2020 AFRL Fellow advances nation’s space technology
KIRTLAND AIR FORCE BASE, N.M. (AFRL) – The Air Force Research Laboratory (AFRL) commander, Brig. Gen. Heather Pringle, recently announced the sought-after annual AFRL Fellow and AFRL Science and Engineering Early Career awards.
This year, the AFRL Space Vehicles Directorate on Kirtland Air Force Base, is proud to recognize Dr. Michael Starks as a 2020 AFRL Fellow.
Initiated in 1987, the program recognizes AFRL’s most outstanding scientists and engineers for exceptional career accomplishments in either research, technology development and transition, or program and organizational leadership. Individuals selected for this honor represent the top tier of the agency’s professional technical staff.
Starks grew up in western Nebraska and went east to receive his formal education, receiving bachelor and master degrees from Boston University and a doctorate from the Massachusetts Institute of Technology, all in electrical engineering.
“AFRL Fellow is a career honor, and I will be joining a group that includes many of the mentors who helped me along the road to this moment,” said Starks, who serves as the lead for radiation belt remediation technologies in the Geospace Technologies Division.
“Those men and women impressed upon me the importance of hard work and dedication, but they also showed by example the responsibility to lead with honesty and integrity, and to mentor those around you,” he said.
“Personally, I don’t view this honor as the culmination of my AFRL career, but rather as an encouragement to keep at it and more importantly, to continue working to enable the next class of laboratory Fellows to achieve great things for our Nation.”
Starks went on to say everything that earned him this accolade is built upon the hard work and amazing accomplishments of scientists and engineers, program managers, and the support agencies on the AFRL team.
“This is a shared recognition for all of us, and I am grateful for their dedication to the mission and especially their indulgence of this particular engineer in their midst.”
The Space Vehicles Directorate nominated Starks as a Fellow for his program and organizational leadership. He has been involved in four major flight experiments valued at over $600 million, and has led several AFRL research investments – all of which address top U.S. Space Force priorities. In addition, Starks has been a leader of the DoD Space Weather Enterprise, working constantly to connect research to operations and promote cooperation between the military and civil communities.
“Michael is a brilliant engineer and an amazing leader and mentor,” said Col. Eric Felt, the director of the Space Vehicles Directorate. “I am so proud to have him on our team. His never-give-up spirit and scientific triumphs ensure AFRL continues to out-innovate our competitors and deliver amazing game-changing technology to our Air and Space warfighters.”

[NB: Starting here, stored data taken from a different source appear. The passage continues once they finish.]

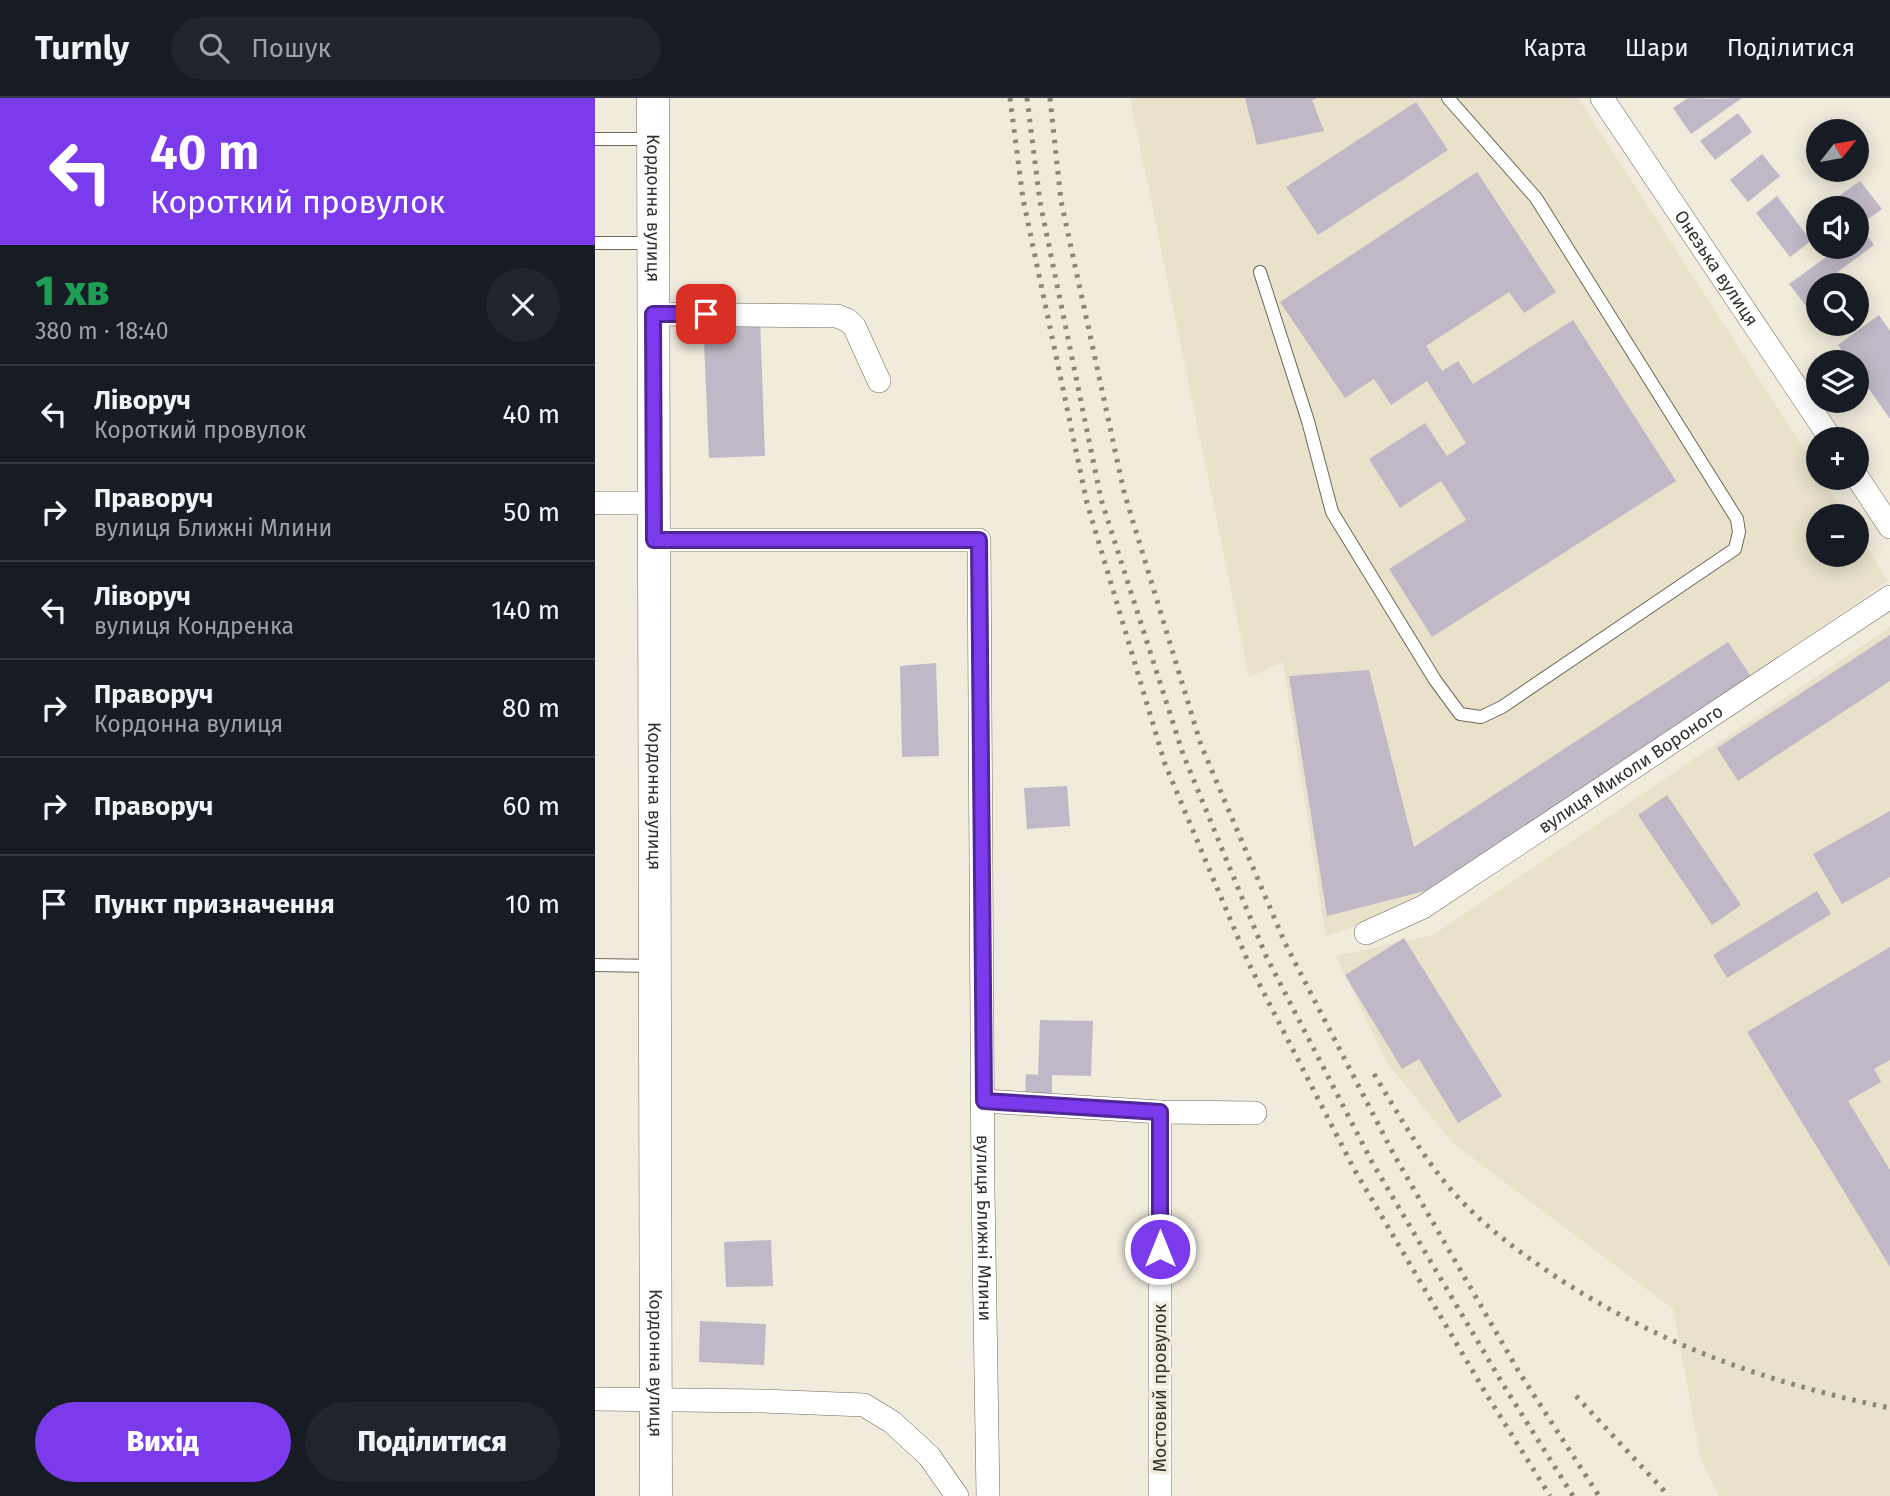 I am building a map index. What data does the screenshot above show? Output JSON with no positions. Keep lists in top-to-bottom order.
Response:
{
  "streets": {
    "main road": ["Кордонна вулиця"],
    "street": [
      "Онезька вулиця",
      "вулиця Миколи Вороного",
      "вулиця Ближні Млини",
      "Мостовий провулок"
    ]
  },
  "crossings": [
    ["Кордонна вулиця", "вулиця Ближні Млини"]
  ],
  "north": "top right",
  "page": {
    "header": "Turnly",
    "search": "Пошук",
    "nav": ["Карта", "Шари", "Поділитися"],
    "turn": ["40 m", "Короткий провулок"],
    "map_buttons": ["+", "−"],
    "heading": ["1 хв", "380 m · 18:40"],
    "list": [
      {
        "name": "Ліворуч",
        "note": "Короткий провулок",
        "value": "40 m"
      },
      {
        "name": "Праворуч",
        "note": "вулиця Ближні Млини",
        "value": "50 m"
      },
      {
        "name": "Ліворуч",
        "note": "вулиця Кондренка",
        "value": "140 m"
      },
      {
        "name": "Праворуч",
        "note": "Кордонна вулиця",
        "value": "80 m"
      },
      {
        "name": "Праворуч",
        "value": "60 m"
      },
      {
        "name": "Пункт призначення",
        "value": "10 m"
      }
    ],
    "buttons": ["Вихід", "Поділитися"]
  }
}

Starks says he enjoys his work at AFRL, and believes that AFRL’s greatest strength is the combination of deep in-house expertise seated squarely at the interface between the unclassified academic world and the classified operational world.
“We are uniquely suited to bridge that gap and draw on the Nation’s innovative might to keep the U.S. ahead of its adversaries,” Starks said. “To work at AFRL means interacting daily with incredible people making cutting-edge developments in the basic and applied research communities with an eye toward promoting them into the defense systems of the future.”
Starks explained that the velocity of the state-of-the-art innovation, and AFRL’s investments in the next game-changing capabilities make every day on the job something new.
“You get to do all of that while working with an operational community that in my experience, always welcomes our interest in helping them to do today’s mission and to invent tomorrow’s,” he said.
When asked about a career highlight from his illustrious 24 years’ of government service, Starks was forthcoming.
Starks said he has two satellites in space right now, the Demonstration and Science Experiments or DSX, and the Very Low Frequency Propagation Mapper or VPM, working to develop technology to eliminate the radiation threat to satellites from a high-altitude nuclear explosion.
“I started working on this project near the beginning of my AFRL career, and I am just one of many who tirelessly built the models and simulations, designed the space systems, secured and defended the resources, marshalled academia and industry in support, and conducted experimentation and data analysis,” Starks said. “Today we are writing the final chapter in this remarkable basic research-to-technology development story, and AFRL’s relentless pursuit of this game-changing technology for almost 20 years is something we can all be proud of,” he said. “No one else could have done it; no one else would have done it.”